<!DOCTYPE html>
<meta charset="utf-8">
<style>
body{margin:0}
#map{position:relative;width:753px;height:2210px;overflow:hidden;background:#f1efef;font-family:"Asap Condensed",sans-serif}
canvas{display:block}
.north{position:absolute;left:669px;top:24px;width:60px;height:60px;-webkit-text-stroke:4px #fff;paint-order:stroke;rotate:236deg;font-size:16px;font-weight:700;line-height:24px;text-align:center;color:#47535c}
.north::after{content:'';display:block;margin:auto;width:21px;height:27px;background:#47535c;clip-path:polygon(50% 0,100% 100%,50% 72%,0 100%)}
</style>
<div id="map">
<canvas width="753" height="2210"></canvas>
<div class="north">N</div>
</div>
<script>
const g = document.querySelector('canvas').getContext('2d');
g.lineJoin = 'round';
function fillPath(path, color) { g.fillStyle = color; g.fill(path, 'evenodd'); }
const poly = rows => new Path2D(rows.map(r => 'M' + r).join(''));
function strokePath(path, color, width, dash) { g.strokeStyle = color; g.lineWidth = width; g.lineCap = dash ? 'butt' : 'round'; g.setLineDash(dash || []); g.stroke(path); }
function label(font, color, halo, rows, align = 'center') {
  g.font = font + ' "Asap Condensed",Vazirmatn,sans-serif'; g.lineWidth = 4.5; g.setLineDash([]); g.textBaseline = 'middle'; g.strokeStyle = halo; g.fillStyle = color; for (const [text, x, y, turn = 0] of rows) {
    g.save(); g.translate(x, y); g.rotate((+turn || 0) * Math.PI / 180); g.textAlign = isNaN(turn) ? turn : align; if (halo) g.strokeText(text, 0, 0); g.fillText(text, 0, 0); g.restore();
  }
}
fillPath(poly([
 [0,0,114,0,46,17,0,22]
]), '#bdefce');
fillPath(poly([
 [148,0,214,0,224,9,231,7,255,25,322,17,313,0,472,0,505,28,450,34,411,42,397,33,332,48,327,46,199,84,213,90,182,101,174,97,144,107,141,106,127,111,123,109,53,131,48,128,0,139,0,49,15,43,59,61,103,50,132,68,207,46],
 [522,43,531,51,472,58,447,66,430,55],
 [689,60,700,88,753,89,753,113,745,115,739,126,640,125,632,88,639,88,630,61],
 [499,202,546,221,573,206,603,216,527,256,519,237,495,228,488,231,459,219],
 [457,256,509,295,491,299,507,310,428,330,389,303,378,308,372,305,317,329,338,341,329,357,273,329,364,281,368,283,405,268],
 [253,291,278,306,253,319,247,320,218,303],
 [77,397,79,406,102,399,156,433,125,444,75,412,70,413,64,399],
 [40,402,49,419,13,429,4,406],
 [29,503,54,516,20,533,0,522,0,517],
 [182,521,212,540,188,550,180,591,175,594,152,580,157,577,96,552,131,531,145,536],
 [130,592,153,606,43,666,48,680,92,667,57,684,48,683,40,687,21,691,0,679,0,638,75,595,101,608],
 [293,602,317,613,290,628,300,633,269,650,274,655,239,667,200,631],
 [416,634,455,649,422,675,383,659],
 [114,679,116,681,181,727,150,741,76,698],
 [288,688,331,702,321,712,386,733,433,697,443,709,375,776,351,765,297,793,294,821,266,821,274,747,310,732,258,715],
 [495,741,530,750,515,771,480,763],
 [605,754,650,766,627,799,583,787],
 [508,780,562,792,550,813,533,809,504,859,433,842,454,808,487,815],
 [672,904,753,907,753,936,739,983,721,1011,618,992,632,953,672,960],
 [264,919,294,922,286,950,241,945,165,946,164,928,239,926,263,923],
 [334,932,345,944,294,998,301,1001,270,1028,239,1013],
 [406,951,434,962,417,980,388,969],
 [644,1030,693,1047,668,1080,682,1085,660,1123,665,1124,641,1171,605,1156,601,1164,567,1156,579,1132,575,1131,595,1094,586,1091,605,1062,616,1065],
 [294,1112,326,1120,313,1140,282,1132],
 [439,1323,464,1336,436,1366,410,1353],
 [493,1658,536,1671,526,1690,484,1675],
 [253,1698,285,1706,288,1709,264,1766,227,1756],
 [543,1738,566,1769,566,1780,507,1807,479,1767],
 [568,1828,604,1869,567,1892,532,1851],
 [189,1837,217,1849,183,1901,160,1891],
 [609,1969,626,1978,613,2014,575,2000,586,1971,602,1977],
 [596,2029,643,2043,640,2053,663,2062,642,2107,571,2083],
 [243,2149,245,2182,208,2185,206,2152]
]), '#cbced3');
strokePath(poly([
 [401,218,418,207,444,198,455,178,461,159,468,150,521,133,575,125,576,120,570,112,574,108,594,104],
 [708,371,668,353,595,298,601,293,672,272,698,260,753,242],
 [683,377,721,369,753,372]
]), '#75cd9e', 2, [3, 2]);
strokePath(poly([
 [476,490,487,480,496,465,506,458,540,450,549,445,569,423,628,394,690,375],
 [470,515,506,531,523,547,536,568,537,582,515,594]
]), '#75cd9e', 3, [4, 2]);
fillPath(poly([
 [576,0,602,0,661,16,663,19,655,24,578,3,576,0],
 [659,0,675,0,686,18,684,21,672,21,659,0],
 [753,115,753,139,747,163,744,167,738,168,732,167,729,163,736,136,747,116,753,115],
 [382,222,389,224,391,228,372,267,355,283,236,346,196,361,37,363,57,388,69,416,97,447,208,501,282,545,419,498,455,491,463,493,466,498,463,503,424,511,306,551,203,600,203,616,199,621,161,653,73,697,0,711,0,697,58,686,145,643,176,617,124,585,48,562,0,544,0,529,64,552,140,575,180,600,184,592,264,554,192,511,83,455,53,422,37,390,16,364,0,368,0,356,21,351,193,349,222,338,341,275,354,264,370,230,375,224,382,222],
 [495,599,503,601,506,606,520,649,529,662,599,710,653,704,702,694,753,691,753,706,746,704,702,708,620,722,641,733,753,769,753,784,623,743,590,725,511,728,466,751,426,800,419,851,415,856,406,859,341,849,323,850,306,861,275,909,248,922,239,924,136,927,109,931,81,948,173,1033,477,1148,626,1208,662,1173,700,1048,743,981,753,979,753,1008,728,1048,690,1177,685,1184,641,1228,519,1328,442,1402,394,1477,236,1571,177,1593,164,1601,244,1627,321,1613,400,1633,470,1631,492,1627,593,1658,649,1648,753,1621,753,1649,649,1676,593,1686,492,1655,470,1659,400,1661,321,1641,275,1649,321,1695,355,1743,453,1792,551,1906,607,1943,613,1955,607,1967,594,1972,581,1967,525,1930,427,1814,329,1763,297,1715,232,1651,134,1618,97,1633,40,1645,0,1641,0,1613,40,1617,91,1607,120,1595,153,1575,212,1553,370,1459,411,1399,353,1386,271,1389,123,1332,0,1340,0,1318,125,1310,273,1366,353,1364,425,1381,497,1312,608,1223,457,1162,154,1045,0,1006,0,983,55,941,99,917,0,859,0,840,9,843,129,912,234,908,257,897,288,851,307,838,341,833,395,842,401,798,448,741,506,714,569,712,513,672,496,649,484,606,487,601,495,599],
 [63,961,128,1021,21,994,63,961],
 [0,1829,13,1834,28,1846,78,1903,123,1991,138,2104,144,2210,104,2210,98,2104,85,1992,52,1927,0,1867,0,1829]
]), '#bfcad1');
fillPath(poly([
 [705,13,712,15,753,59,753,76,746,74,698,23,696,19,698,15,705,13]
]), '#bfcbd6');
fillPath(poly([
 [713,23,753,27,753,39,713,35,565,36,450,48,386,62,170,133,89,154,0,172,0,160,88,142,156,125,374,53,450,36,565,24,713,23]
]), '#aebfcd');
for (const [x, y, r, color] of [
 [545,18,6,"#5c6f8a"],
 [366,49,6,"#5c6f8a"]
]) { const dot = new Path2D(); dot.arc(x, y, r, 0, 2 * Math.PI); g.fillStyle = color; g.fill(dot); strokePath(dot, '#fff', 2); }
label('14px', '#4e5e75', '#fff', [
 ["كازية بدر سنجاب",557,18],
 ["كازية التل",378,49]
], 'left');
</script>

> **Your objective**
Referring to the material above, set down exactly the lines between the line with "function fillPath(path, color)" and the line with "g.font = font", inclusive, and no other lines.

> **Exercise response**
function fillPath(path, color) { g.fillStyle = color; g.fill(path, 'evenodd'); }
const poly = rows => new Path2D(rows.map(r => 'M' + r).join(''));
function strokePath(path, color, width, dash) { g.strokeStyle = color; g.lineWidth = width; g.lineCap = dash ? 'butt' : 'round'; g.setLineDash(dash || []); g.stroke(path); }
function label(font, color, halo, rows, align = 'center') {
  g.font = font + ' "Asap Condensed",Vazirmatn,sans-serif'; g.lineWidth = 4.5; g.setLineDash([]); g.textBaseline = 'middle'; g.strokeStyle = halo; g.fillStyle = color; for (const [text, x, y, turn = 0] of rows) {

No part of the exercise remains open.